Ukradkiem zerknął na siedzącą obok niego kotkę. Jej śnieżnobiałe futerko lśniło w świetle księżyca, a czekoladowe plamy wyglądały niczym chmury pokrywające niebo. Wyglądała trochę jak to niebo. Czyli nawet ładnie, choć do jego mamusi nadal było jej daleko. Ziewnął leniwie i przeleciał wzrokiem leniwie po obozie. Nocą wydawał się taki spokojny, wszystkie koty smacznie spały w swoich legowiskach, a w lesie panowała prawie całkowita cisza. Kocurkowi już powoli zamykały się ślipka, gdy nagle latające światło przeleciało mu przed pyskiem.
― Widziałaś?! ― krzyknął podekscytowany, prawie budząc swoje rodzeństwo i mamę.
Zaskoczona Żabka prawie podskoczyła i energicznie pokręciła łebkiem.
― Co widziałeś? ― spytała cichutko zaciekawiona.
Kocurek wyjrzał za kociarnie w poszukiwaniu tajemniczego obiektu latającego.
― Gwiazdka spadła z nieba ― powiedział szeptem, jakby bał się, że ją przestraszy. ― Naprawdę, to była gwiazdka ― powtórzył, wbijając wzrok w ciemny obóz.

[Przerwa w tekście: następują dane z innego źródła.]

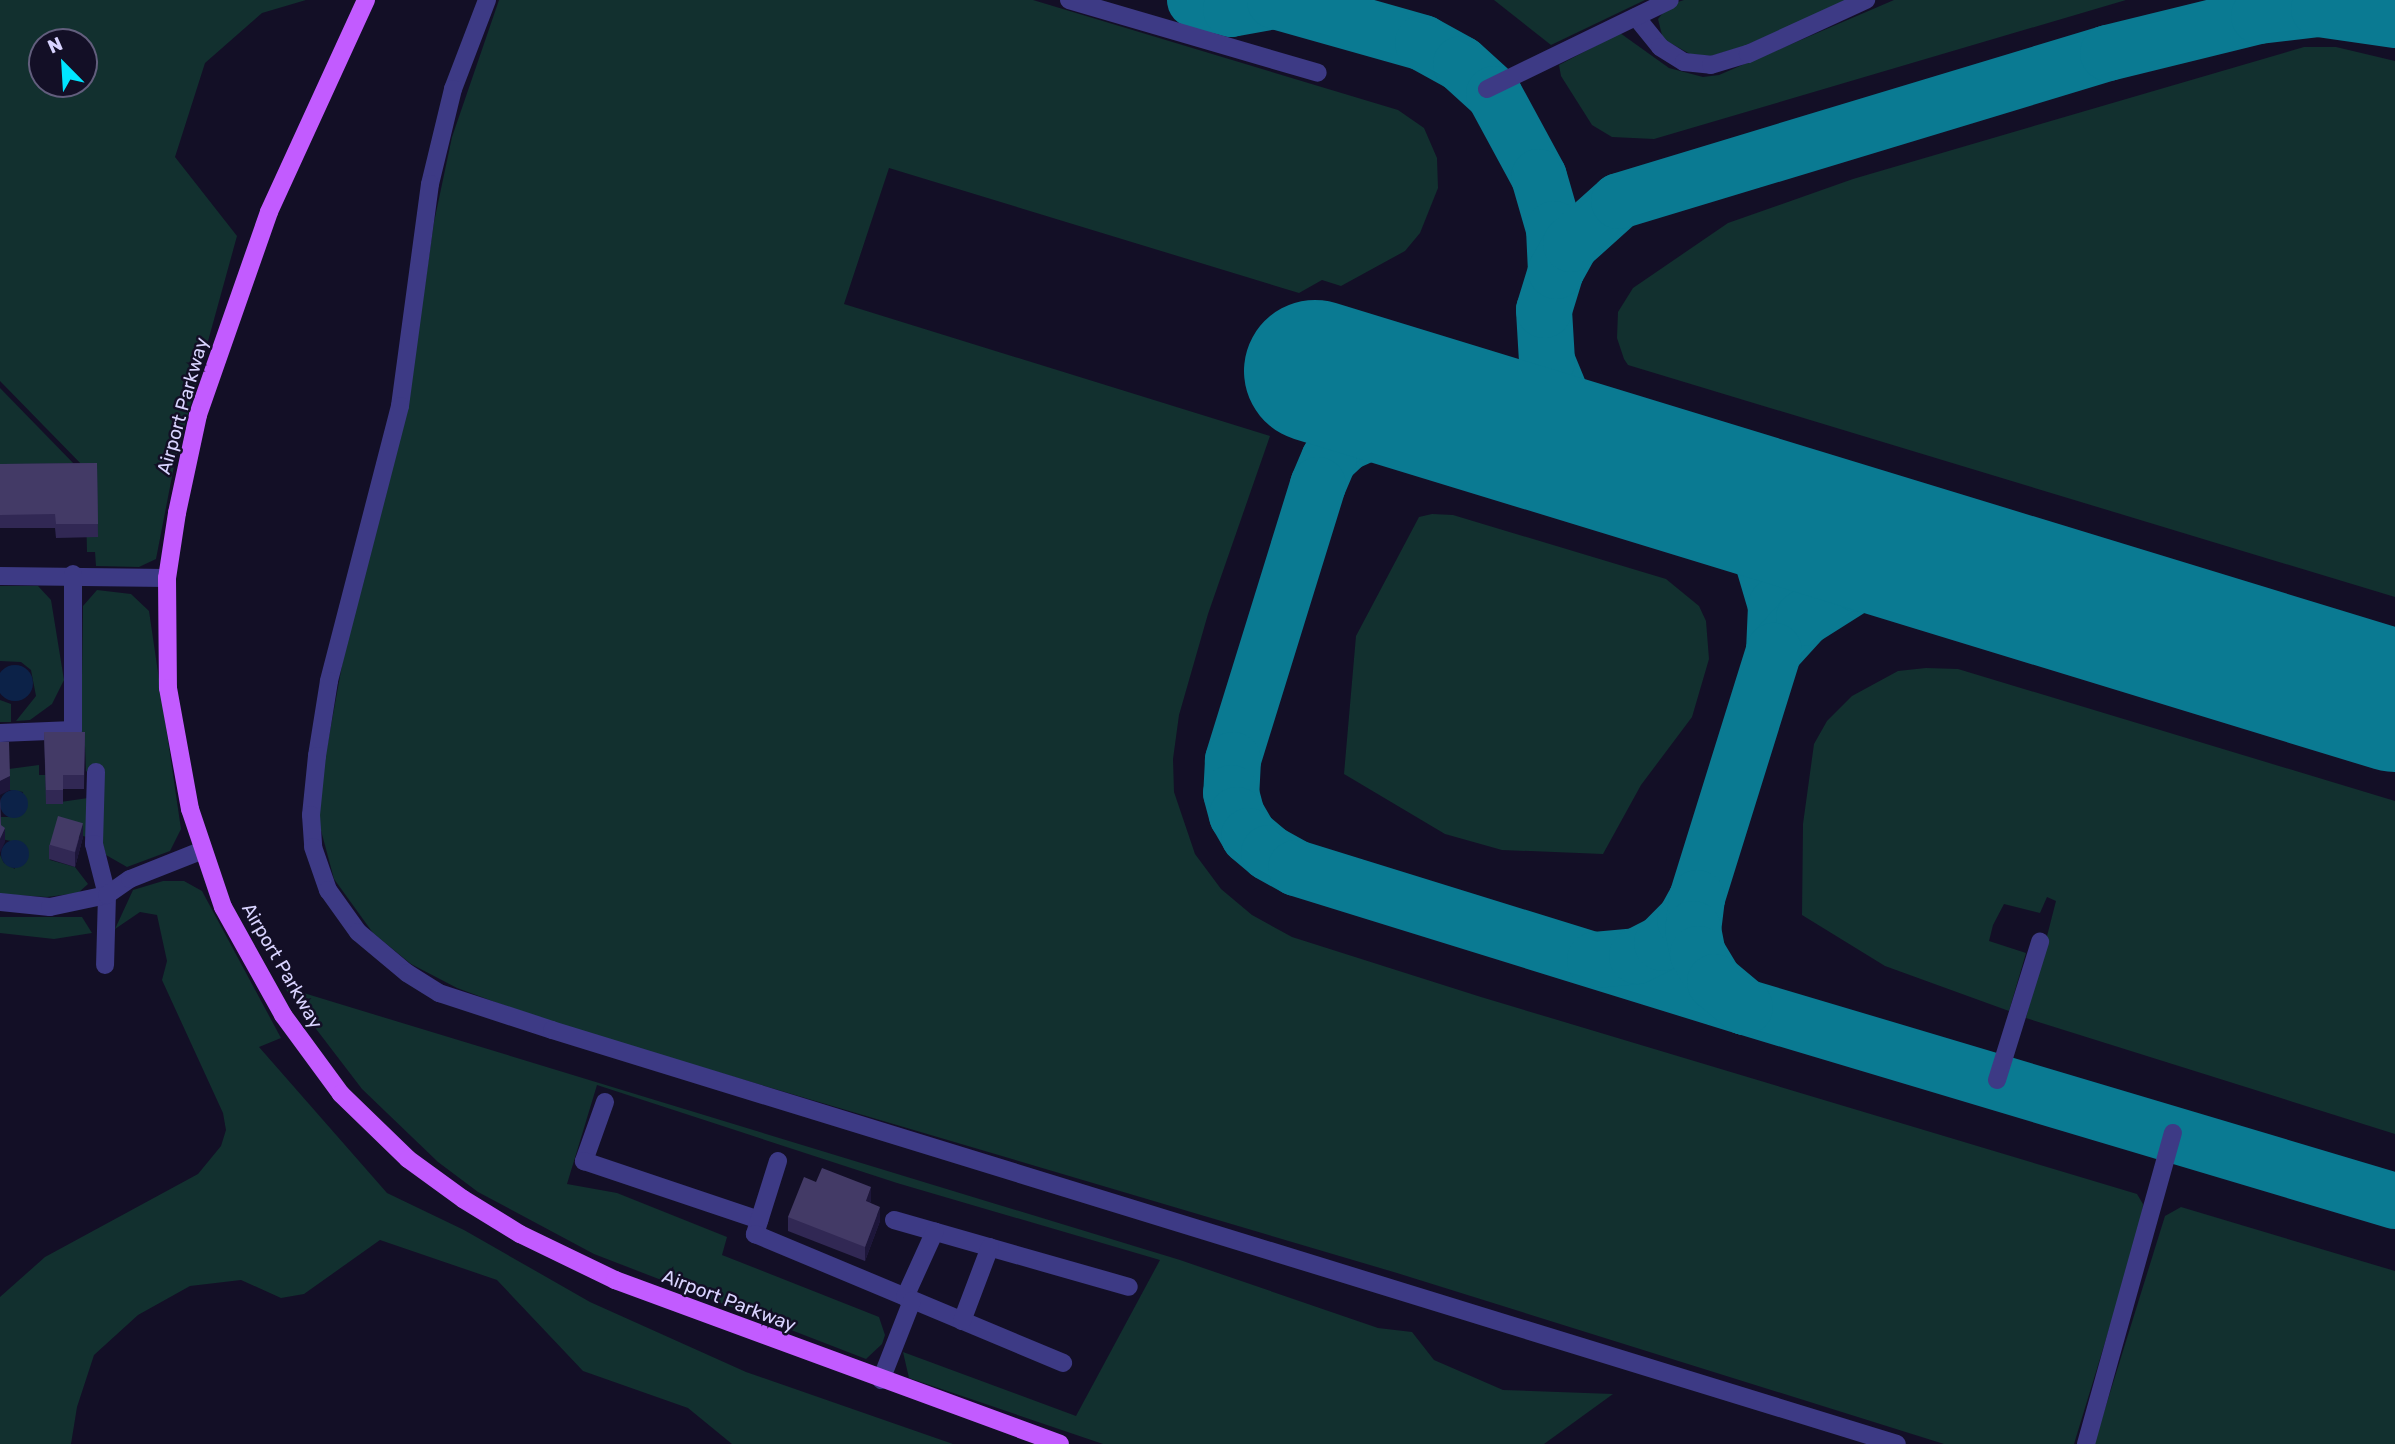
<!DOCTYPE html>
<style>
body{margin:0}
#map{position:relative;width:2395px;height:1444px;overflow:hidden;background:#130f26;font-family:Rubik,sans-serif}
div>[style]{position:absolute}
.green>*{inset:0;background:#12302f}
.water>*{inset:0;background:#0c2248}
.round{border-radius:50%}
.taxiway>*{height:56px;margin:-28px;padding:0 28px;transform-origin:28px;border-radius:28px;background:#0a7a92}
.runway>*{height:142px;margin:-71px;padding:0 71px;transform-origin:71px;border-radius:71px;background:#0a7a92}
.minor>*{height:18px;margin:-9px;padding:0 9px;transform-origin:9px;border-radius:9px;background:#3d3a85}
.major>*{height:18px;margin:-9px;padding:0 9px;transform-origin:9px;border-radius:9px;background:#c25bff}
.wall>*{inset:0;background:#312854}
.shaded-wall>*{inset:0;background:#1d163a}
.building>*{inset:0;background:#433a66;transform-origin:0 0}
span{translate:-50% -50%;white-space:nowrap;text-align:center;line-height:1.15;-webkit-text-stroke:5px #130f26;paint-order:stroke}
.street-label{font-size:19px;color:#d9d4ff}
.north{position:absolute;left:28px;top:28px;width:70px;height:70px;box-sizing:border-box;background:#130f26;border:2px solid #625e7d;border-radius:50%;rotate:336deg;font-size:19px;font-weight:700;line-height:28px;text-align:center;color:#d9d4ff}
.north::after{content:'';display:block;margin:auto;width:24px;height:32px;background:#00e5ff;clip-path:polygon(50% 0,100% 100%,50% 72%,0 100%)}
</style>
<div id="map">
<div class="green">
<i style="clip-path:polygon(evenodd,0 0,306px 0,262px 13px,205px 63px,175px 157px,237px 236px,175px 461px,156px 559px,139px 567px,96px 566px,95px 552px,87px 552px,85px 468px,0 381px,0 0,42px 42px,84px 42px,84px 84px,42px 84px,42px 42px)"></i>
<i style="clip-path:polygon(499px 0,1033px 0,1398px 110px,1424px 128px,1437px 158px,1438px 188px,1420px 233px,1405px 251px,1341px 286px,1322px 280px,1299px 293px,889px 168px,844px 304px,1270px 436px,1208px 614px,1179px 715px,1173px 759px,1174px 792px,1195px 854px,1221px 889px,1252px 915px,1292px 937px,1481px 997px,2137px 1194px,2143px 1204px,2142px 1221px,2074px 1444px,1944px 1444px,1397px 1273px,552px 1023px,457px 988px,411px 964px,373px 933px,334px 879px,319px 823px,321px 780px,350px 622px,406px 415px,434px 222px,452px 137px)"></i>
<i style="clip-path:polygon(1494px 0,1645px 0,1551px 45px)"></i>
<i style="clip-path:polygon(1684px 0,1850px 0,1744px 46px,1711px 56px,1690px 54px,1663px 39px,1658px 19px,1669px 5px)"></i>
<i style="clip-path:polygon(1894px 0,2126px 0,1654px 139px,1612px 137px,1592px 125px,1561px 76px,1559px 65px,1620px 33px,1669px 68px,1703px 77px,1719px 75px)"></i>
<i style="clip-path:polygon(2304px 47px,2336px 47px,2395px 61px,2395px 597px,1628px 365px,1624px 359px,1617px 338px,1618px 312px,1633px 288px,1728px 223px,1853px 179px)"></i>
<i style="clip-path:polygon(0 388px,77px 467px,0 468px)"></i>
<i style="clip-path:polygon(1432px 514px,1453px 515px,1666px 579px,1699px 606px,1706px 621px,1709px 659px,1692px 717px,1641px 785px,1603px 854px,1502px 850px,1445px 834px,1344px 774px,1356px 636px,1419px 517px)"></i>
<i style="clip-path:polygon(0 586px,38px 586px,51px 600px,64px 680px,52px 704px,30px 720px,16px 721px,36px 696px,31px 670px,21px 662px,0 661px)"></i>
<i style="clip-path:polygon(97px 590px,131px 594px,149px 611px,181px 829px,170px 851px,127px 867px,106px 855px,101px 838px,101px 766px,93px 764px,86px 772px,85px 746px,81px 746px,83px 606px)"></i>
<i style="clip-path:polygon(1926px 668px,1958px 669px,2395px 801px,2395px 1134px,2026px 1018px,2056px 901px,2047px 897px,2040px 913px,2004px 904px,1993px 925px,1989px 941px,2026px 953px,2009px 1011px,1885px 966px,1802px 915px,1803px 824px,1814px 744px,1827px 721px,1852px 696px,1898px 671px)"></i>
<i style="clip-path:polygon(0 700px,11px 704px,11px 722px,0 722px)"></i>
<i style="clip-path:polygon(39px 765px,39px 775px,46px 775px,47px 804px,88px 798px,87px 837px,58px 830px,50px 860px,75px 867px,88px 884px,78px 893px,47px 897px,0 894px,0 855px,4px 863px,15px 869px,11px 841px,1px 839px,1px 817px,19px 817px,23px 792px,10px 790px,9px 769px)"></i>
<i style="clip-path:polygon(163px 881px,184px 881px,202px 891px,281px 1038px,259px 1047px,387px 1193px,464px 1230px,590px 1302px,746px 1372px,953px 1444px,732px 1444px,688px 1408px,583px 1371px,497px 1280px,380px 1240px,304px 1294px,281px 1298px,241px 1280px,190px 1286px,138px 1315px,94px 1355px,77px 1407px,71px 1444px,0 1444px,0 1297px,45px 1257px,198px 1174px,221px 1146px,226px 1130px,223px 1113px,162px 980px,167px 961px,157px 915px,140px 912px,115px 929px,133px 890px)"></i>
<i style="clip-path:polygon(0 917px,82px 917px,92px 933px,54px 939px,0 933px)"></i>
<i style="clip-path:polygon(284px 987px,1180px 1260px,1378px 1328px,1412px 1332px,1434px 1360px,1503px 1390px,1613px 1394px,1544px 1444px,1103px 1444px,909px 1378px,903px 1352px,1076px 1416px,1160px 1260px,897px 1183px,597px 1085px,567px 1184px,617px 1193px,727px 1237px,722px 1255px,879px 1317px,885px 1335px,882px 1344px,866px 1359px,594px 1254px,478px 1192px,438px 1162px,362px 1089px)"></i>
<i style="clip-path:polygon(2181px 1207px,2395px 1271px,2395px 1444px,2094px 1444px,2165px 1216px)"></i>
</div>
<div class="water">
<i class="round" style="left:-3px;top:665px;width:36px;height:36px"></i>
<i class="round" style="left:0;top:790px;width:28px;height:28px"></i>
<i class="round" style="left:1px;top:840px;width:28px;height:28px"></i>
</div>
<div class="taxiway">
<i style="left:1195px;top:0;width:37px;rotate:14deg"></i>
<i style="left:1231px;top:9px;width:45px;rotate:-10.3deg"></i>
<i style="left:1275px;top:1px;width:154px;rotate:15.8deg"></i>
<i style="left:1423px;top:43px;width:43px;rotate:28.9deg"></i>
<i style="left:1461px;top:64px;width:45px;rotate:42.3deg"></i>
<i style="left:1494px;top:94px;width:94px;rotate:61.5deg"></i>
<i style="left:1539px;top:177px;width:54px;rotate:73.9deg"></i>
<i style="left:1554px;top:229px;width:42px;rotate:87.3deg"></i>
<i style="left:1441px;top:409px;width:52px;rotate:164.4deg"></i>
<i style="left:1391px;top:423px;width:49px;rotate:156deg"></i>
<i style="left:1346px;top:443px;width:23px;rotate:137deg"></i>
<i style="left:1329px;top:459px;width:28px;rotate:113deg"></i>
<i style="left:1318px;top:485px;width:288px;rotate:107.2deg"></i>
<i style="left:1233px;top:760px;width:33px;rotate:93deg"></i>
<i style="left:1231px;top:793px;width:23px;rotate:75deg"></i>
<i style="left:1237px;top:815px;width:24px;rotate:60deg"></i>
<i style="left:1249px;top:836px;width:26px;rotate:40deg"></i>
<i style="left:1269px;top:853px;width:31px;rotate:29deg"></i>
<i style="left:1296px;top:868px;width:470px;rotate:17.2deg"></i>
<i style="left:1745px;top:1007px;width:678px;rotate:16.62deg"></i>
<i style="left:1610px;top:464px;width:67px;rotate:-128.9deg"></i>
<i style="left:1568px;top:412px;width:55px;rotate:-112.4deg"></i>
<i style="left:1547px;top:361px;width:51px;rotate:-93.4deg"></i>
<i style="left:1544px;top:310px;width:41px;rotate:-72.9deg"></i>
<i style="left:1556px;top:271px;width:31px;rotate:-61deg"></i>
<i style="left:1571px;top:244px;width:64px;rotate:-41.9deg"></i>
<i style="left:1619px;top:201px;width:511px;rotate:-16.84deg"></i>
<i style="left:2108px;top:53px;width:155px;rotate:-13.8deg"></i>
<i style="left:2259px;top:16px;width:60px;rotate:-6.7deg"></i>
<i style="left:2319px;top:9px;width:77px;rotate:8.2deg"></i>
<i style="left:1684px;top:486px;width:60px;rotate:33.4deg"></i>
<i style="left:1734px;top:519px;width:45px;rotate:53.1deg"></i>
<i style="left:1761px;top:555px;width:53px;rotate:73.6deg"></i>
<i style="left:1776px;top:606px;width:45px;rotate:92.5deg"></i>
<i style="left:1774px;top:651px;width:45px;rotate:-47.7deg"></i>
<i style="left:1804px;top:618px;width:64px;rotate:-32.2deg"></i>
<i style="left:1858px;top:584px;width:62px;rotate:-13.1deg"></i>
<i style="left:1918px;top:570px;width:51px;rotate:2.2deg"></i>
<i style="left:1697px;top:898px;width:259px;rotate:-72.7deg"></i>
<i style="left:1595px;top:960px;width:42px;rotate:-5.4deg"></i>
<i style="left:1637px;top:956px;width:28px;rotate:-27deg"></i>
<i style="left:1662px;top:943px;width:33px;rotate:-45deg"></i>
<i style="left:1685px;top:920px;width:25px;rotate:-61deg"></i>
<i style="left:1697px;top:898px;width:31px;rotate:97deg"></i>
<i style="left:1693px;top:929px;width:25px;rotate:79deg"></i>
<i style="left:1698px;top:954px;width:33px;rotate:59deg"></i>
<i style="left:1715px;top:982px;width:39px;rotate:40deg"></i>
</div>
<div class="runway">
<i style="left:1315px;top:371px;width:1129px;rotate:16.99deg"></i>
</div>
<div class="minor">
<i style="left:487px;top:0;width:95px;rotate:110.9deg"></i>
<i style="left:453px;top:89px;width:98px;rotate:103.6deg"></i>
<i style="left:430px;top:184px;width:224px;rotate:97.7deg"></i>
<i style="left:400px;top:406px;width:284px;rotate:104.5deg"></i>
<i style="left:329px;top:681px;width:76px;rotate:99.1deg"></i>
<i style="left:317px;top:756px;width:59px;rotate:95.8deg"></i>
<i style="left:311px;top:815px;width:32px;rotate:86deg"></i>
<i style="left:313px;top:847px;width:46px;rotate:70.8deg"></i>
<i style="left:328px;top:890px;width:52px;rotate:54.5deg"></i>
<i style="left:358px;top:932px;width:64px;rotate:39.9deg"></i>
<i style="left:407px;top:973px;width:38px;rotate:32deg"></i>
<i style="left:439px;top:993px;width:119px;rotate:18.1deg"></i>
<i style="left:552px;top:1030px;width:1407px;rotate:17.11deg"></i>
<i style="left:1069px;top:0;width:259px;rotate:16.3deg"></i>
<i style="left:1636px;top:17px;width:38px;rotate:51deg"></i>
<i style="left:1660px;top:47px;width:28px;rotate:32deg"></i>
<i style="left:1684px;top:62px;width:27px;rotate:6deg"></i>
<i style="left:1711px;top:65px;width:39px;rotate:-17deg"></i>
<i style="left:1748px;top:54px;width:130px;rotate:-24.6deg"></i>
<i style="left:1487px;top:89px;width:203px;rotate:-25.9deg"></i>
<i style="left:0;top:576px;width:167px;rotate:0.7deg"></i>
<i style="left:0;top:733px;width:73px;rotate:-2.4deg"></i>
<i style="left:73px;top:730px;width:156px;rotate:-90deg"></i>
<i style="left:96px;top:772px;width:72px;rotate:91.6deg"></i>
<i style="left:94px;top:844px;width:53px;rotate:75.7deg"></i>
<i style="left:107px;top:895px;width:70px;rotate:91.6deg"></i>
<i style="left:0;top:902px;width:50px;rotate:5.7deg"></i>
<i style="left:50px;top:907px;width:58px;rotate:-11.9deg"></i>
<i style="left:107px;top:895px;width:28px;rotate:-35deg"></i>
<i style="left:130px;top:879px;width:79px;rotate:-21.7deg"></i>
<i style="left:1997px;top:1080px;width:145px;rotate:-72.7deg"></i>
<i style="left:605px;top:1102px;width:63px;rotate:109.6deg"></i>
<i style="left:584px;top:1161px;width:185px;rotate:18.6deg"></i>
<i style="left:778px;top:1161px;width:77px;rotate:107.5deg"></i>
<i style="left:755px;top:1234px;width:334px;rotate:22.7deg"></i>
<i style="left:894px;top:1220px;width:244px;rotate:15.9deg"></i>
<i style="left:905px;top:1297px;width:72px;rotate:-65.6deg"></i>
<i style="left:962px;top:1321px;width:79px;rotate:-69.3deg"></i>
<i style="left:881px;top:1380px;width:85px;rotate:-68.6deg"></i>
<i style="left:2086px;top:1444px;width:323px;rotate:-74.4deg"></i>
</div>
<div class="major">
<i style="left:366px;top:0;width:233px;rotate:114.6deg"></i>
<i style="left:269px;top:212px;width:215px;rotate:109.3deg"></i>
<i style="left:198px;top:415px;width:100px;rotate:102.1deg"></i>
<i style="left:177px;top:513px;width:66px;rotate:98.7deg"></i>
<i style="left:167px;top:578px;width:110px;rotate:89.5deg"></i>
<i style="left:168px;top:688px;width:123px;rotate:79.7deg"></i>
<i style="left:190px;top:809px;width:103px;rotate:71.4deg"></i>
<i style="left:223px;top:907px;width:124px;rotate:60.9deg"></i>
<i style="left:283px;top:1015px;width:98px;rotate:53.7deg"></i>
<i style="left:341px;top:1094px;width:93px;rotate:44.1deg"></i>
<i style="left:408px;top:1159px;width:68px;rotate:36deg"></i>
<i style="left:463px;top:1199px;width:67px;rotate:31.6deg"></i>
<i style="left:520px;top:1234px;width:106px;rotate:25.8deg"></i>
<i style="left:615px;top:1280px;width:474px;rotate:20.2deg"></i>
</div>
<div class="wall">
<i style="clip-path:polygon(97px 463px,98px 537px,56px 538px,55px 528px,0 528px,0 464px)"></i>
<i style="clip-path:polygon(44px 732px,85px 732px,84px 789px,63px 789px,63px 804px,46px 804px)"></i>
<i style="clip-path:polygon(83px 837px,75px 867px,49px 859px,49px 845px)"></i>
<i style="clip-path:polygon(871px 1200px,870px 1203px,880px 1221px,865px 1261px,788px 1231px,788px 1217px)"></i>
</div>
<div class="shaded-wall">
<i style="clip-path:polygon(10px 776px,10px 790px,0 795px,0 781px)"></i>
<i style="clip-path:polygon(83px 823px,83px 837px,75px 867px,75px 853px)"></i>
<i style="clip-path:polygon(5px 828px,5px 842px,0 853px,0 839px)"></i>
<i style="clip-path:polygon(871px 1187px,871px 1200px,866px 1215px,866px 1201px)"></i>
<i style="clip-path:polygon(880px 1207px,880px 1221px,865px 1261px,865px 1247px)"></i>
</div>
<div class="building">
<i style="clip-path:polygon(97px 463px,98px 524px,56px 524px,55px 514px,0 515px,0 464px)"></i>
<i style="clip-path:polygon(44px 732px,85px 732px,84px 775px,63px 775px,63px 790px,46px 790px)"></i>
<i style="clip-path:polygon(0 742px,9px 742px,10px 776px,0 781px)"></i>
<i style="clip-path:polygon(0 796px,1px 825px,5px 828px,0 839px)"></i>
<i style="left:58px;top:816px;width:26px;height:30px;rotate:16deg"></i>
<i style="clip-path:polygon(822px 1168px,871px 1187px,866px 1201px,880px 1207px,865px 1247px,788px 1217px,804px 1177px,816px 1182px)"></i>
</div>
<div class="street-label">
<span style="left:183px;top:406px;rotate:-74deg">Airport Parkway</span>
<span style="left:282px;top:966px;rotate:60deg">Airport Parkway</span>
<span style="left:729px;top:1301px;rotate:21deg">Airport Parkway</span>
</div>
<div class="north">N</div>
</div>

Zrozpaczony, że nie może jej znowu znaleźć, wyjrzał lekko z kociarni. Pewnie wystawił łebek, później jedną łapkę, następnie drugą. Ale nadal nie mógł znaleźć gwiazdki. Na pewno zabłądziła i próbowała wrócić do swojego domku na niebie. Kocurek poczuł, że musi jej pomóc.
Bo kto inny mógł ją uratować jak nie Pszenica?
― Pszenico, wierzę ci, ale proszę wróć tutaj ― mruknęła nieśmiało czekoladowa koteczka, która najwyraźniej obawiała się nocnej wycieczki.
Kocurek pokręcił łebkiem i uparcie szedł przed siebie. Przecież gwiazdki nie znikają od tak! A on musiał jej pomóc. Na pewno bardzo się bała! On też by się bał, gdyby zgubił swoją mamusie.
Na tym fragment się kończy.